Put a plan in place that thoroughly covers and succinctly communicates all of the aspects of the type of behavior you expect your employees to follow. This goes for all staff from the front-desk receptionist to physicians. An examination of current staff behavior will help create a “training needs analysis” that will help you identify areas in your employees’ skills that require improvement and aid in establishing clear goals for your training programs that are measurable and patient-centered. Begin by critically observing how your employees interact with patients throughout all phases of the visit to see if they are courteous, thorough, knowledgeable, and communicative. Use the gathered information to write up a new training manual for new employees as well as retrain current staff.

3) Feedback

Complaints in healthcare settings almost universally have more urgency than in other businesses. Patients will usually become anxious and frustrated when an unresolved issue concerns their health, and this tends to make them more impatient.
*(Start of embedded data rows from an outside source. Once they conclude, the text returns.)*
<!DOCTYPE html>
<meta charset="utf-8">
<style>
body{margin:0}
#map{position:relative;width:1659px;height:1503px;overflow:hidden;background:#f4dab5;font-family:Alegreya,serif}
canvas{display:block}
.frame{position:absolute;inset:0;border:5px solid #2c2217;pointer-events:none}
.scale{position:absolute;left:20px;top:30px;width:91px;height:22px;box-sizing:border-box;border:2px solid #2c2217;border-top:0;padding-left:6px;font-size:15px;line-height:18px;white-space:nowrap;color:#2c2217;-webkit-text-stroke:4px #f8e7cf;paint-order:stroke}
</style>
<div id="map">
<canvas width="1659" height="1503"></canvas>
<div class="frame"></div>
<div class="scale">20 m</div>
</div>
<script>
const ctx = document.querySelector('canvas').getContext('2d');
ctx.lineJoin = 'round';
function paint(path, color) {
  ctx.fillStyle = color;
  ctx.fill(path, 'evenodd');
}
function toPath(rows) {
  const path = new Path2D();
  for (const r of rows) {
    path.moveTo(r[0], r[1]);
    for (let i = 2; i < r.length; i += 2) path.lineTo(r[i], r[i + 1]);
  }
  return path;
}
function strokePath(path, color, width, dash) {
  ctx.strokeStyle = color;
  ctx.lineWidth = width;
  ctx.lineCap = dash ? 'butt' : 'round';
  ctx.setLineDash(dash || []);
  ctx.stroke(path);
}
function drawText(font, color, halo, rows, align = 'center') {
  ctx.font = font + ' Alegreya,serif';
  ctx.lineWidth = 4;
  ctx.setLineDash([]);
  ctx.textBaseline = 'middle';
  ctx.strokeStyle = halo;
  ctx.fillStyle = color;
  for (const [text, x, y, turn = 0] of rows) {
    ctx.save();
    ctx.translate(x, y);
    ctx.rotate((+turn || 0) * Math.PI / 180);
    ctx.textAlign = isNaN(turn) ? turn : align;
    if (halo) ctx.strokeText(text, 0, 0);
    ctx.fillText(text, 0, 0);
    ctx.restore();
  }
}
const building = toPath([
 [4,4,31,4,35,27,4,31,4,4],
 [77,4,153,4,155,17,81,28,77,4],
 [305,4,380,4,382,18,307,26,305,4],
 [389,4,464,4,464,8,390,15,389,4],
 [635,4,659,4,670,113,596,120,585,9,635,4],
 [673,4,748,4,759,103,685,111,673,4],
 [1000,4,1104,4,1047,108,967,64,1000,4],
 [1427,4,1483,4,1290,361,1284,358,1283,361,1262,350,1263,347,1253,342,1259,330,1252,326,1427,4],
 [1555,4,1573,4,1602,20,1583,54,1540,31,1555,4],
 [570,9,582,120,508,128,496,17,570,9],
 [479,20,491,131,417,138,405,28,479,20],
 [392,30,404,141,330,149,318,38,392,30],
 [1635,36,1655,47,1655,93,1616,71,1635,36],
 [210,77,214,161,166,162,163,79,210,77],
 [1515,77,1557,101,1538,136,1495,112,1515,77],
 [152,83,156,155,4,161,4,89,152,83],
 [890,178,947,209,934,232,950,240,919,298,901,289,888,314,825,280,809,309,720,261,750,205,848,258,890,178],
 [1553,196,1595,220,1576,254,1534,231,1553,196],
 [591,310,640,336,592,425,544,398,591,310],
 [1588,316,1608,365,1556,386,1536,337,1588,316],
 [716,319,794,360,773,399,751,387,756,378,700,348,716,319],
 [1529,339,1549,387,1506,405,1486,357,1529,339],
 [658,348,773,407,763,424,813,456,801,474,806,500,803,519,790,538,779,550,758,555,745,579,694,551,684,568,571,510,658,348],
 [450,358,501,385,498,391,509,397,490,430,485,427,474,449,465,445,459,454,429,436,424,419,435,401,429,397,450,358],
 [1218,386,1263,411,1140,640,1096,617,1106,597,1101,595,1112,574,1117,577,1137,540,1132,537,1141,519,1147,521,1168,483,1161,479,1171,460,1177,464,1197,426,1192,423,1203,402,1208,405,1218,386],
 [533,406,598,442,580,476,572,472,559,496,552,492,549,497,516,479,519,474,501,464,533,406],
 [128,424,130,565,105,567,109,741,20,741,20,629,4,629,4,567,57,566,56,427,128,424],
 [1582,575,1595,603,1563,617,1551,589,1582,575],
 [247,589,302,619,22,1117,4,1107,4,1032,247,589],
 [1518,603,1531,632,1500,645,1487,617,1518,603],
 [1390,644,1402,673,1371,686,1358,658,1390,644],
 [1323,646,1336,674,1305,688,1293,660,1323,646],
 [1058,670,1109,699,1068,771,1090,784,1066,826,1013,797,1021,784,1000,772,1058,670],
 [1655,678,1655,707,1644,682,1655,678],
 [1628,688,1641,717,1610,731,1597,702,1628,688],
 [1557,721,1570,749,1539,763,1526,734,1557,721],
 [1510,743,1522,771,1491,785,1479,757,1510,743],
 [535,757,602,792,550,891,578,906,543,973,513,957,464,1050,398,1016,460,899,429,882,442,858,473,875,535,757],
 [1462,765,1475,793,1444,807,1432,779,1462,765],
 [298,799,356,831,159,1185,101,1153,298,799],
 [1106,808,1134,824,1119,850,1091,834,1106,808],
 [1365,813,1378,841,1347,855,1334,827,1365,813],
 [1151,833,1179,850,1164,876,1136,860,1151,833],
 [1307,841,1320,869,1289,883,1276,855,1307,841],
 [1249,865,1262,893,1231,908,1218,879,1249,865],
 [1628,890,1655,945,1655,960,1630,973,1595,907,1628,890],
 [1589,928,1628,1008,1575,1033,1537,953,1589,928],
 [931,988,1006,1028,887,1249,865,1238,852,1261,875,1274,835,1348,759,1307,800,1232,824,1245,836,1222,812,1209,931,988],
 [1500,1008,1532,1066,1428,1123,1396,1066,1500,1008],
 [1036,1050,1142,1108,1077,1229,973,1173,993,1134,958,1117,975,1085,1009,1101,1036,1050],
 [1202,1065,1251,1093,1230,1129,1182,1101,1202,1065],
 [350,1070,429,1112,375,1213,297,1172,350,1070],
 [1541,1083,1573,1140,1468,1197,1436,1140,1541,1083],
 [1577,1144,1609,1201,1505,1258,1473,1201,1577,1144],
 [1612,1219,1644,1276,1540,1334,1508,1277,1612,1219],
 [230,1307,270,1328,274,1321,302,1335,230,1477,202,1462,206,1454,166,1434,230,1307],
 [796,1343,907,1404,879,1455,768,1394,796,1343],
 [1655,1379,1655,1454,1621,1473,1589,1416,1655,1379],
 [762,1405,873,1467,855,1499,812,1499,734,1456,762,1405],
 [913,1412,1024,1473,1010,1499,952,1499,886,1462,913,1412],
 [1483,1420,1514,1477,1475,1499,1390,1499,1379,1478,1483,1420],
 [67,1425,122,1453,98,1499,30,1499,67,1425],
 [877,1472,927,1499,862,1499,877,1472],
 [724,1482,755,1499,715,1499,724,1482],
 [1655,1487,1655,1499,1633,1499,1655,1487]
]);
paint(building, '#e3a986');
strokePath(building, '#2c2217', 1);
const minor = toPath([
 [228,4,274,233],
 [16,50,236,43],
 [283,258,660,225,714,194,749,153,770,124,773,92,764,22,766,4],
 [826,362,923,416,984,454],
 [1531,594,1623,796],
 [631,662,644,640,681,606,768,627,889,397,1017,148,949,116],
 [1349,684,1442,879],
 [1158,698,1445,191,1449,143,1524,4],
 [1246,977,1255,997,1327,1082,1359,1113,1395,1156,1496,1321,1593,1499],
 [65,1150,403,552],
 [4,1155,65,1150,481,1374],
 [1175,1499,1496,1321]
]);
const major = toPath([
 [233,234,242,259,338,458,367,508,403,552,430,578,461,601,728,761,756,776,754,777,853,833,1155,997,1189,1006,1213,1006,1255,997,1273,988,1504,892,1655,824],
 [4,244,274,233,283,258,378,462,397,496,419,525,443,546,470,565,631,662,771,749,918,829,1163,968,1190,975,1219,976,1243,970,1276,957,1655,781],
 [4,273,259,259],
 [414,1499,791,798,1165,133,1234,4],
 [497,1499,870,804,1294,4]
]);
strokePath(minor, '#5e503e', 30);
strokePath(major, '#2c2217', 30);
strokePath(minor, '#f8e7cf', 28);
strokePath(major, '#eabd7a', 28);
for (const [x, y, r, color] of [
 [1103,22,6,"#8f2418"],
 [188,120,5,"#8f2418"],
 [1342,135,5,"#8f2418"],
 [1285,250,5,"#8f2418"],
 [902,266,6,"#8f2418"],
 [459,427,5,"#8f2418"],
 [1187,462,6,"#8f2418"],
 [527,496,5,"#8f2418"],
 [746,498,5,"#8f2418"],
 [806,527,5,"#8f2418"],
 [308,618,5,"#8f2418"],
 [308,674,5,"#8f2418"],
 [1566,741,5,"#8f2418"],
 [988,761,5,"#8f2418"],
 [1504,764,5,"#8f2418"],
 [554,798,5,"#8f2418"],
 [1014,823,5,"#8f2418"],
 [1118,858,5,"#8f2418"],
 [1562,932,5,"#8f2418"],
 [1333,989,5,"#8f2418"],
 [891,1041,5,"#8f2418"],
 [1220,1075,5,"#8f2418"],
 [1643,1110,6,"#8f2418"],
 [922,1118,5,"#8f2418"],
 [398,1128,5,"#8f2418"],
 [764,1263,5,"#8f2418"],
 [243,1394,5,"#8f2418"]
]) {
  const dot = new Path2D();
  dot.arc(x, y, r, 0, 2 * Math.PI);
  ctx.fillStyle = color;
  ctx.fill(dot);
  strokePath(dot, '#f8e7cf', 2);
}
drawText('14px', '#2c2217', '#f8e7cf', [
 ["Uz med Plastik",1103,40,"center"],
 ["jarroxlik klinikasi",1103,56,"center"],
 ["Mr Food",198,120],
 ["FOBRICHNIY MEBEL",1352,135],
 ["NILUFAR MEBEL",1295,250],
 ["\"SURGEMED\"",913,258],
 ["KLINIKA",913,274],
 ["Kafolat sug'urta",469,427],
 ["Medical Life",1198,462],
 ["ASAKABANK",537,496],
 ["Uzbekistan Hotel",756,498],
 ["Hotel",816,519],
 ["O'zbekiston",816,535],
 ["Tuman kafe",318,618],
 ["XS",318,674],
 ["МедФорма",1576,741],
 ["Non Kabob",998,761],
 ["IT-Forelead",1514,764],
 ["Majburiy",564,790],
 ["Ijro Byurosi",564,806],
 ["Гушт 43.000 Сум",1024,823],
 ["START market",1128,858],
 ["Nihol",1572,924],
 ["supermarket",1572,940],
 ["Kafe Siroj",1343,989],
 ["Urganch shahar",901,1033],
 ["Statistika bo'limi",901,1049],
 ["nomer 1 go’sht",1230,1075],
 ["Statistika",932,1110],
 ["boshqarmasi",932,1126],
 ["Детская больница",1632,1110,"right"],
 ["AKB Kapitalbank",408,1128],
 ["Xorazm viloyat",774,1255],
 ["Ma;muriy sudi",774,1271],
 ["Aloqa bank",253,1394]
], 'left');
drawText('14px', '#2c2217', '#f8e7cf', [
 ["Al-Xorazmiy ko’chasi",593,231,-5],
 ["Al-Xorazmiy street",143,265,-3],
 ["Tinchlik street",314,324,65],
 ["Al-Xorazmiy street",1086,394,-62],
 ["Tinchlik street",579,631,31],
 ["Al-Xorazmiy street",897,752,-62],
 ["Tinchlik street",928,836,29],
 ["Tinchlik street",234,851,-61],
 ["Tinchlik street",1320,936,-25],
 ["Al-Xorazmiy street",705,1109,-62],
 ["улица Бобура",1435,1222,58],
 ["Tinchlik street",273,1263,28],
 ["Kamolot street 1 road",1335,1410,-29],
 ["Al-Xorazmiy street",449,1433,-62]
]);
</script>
The most effective way to reduce these types of issues is to find out what the most common complaints are and take steps to eliminate them. The most effective way of learning what complaints patients have is to ask them questions that are designed to root out any problems they experienced with their care. In addition to helping eliminate issues in service, speedy complaint resolution leads to a more positive experience and greater customer satisfaction. One of the most effective means of collecting feedback is with a patient feedback survey sent via email or text message after their visit. Just be sure to keep the feedback form short, with no more than five questions, or patients tend to become impatient and abandon the survey.


The AHRQ, the Agency for Healthcare Research and Quality, in their annual report to congress stated one of the most promising improvements in healthcare was better patient-provider communication. Additionally, the World Health Organization has stated workforce management and training are two of the most important factors in providing better healthcare to patients. While new technologies and medical procedures most certainly have a role in improving healthcare, the patients’ overall satisfaction is largely determined by their interactions with the medical staff.